International news organisation, CNN has traced and talked to victims and eyewitnesses of the October 21, 2020 shooting at Lekki Toll Gate in Lagos, that followed the EndSARS protests.
The news networked also spoke to several families who searching hospitals in Lagos for the bodies of their family members who are still missing or have been confirmed by eyewitnesses to have killed in the shooting.
According to the CNN report around midnight on October 21, Elisha Sunday Ibanga answered a phone call from his older brother’s number.
“The person on the other end of the line – a stranger – broke the news that Ibanga’s brother, Victor, had been shot dead at the Lekki toll gate, in Lagos, Nigeria, where he had been peacefully protesting against police brutality earlier that night,” CNN reported.
The person told him that the police took his body away,” Ibanga, 24, told CNN. An eyewitness to Victor Sunday Ibanga’s death told CNN the 27-year-old entrepreneur was shot in the head during the protest.
Since Elisha Sunday Ibanga learned of his brother’s death, he has been visiting hospitals in a desperate search for his remains.
CNN also said it obtained and geolocated a photograph of Victor’s body lying in a pool of blood and wrapped in the white and green of the Nigerian standard – one of the same flags gripped by fellow protesters earlier in the evening as they sang the country’s national anthem.
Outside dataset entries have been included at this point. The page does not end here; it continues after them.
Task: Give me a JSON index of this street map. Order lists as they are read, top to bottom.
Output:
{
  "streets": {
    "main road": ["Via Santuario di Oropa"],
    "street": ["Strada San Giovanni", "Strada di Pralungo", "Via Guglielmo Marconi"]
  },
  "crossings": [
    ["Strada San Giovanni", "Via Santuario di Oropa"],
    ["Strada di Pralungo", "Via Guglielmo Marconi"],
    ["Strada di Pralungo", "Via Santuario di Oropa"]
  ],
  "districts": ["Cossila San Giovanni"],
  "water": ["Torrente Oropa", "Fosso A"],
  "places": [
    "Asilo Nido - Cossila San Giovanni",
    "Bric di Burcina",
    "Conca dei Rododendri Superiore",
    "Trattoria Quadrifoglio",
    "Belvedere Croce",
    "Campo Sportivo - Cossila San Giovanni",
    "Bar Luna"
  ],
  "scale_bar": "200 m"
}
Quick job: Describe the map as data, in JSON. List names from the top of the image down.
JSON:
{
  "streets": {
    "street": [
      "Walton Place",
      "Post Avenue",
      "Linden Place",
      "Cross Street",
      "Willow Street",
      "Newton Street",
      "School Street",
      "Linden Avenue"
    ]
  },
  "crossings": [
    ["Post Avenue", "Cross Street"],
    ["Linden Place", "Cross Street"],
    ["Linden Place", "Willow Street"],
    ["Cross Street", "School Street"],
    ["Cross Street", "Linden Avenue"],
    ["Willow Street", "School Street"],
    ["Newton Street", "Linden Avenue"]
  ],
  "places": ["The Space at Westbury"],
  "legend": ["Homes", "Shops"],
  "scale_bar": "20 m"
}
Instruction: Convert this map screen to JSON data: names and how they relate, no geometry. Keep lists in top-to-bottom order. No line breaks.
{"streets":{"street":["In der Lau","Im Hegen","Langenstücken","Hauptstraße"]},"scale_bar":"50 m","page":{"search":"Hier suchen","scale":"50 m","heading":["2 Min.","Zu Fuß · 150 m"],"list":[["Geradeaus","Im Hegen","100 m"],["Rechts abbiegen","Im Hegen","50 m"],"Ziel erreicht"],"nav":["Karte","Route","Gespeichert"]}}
Ibanga confirmed the photograph is of his brother.
The report said evidence of bullet casings from the scene matched those normally used by the Nigerian army when shooting live rounds, according to current and former Nigerian military officials.
Verified video footage – using timestamps and data from the video files – shows soldiers who appear to be shooting in the direction of protesters.
And accounts from eyewitnesses establish that after the army withdrew, a second round of shooting happened later in the evening.
The bodies of other protesters are nowhere to be found.
Peace Okon, 24, hasn’t seen her younger brother Wisdom, 18, since he went to the protest the night of the shooting.
He just came back from work on that Tuesday, ate his food and went there,” Okon told CNN.
She started worrying when he didn’t arrive home that night. By the next morning, Okon was out searching for him. “I’ve gone to hospitals, I’ve gone to police stations, I’ve gone to everywhere. I can’t find him,” she said.
Her brother had only moved to Lagos a few weeks before the protest – Okon had helped him find a job as a cleaner at a bank. She says he didn’t know anyone at the protest and had never been to one before.
Okon said she wants the Nigerian authorities to tell her if her brother is alive and detained or dead.
The shootings at Lekki toll gate followed weeks of “#EndSARS” protests against police brutality that had burst onto the streets of cities across Nigeria.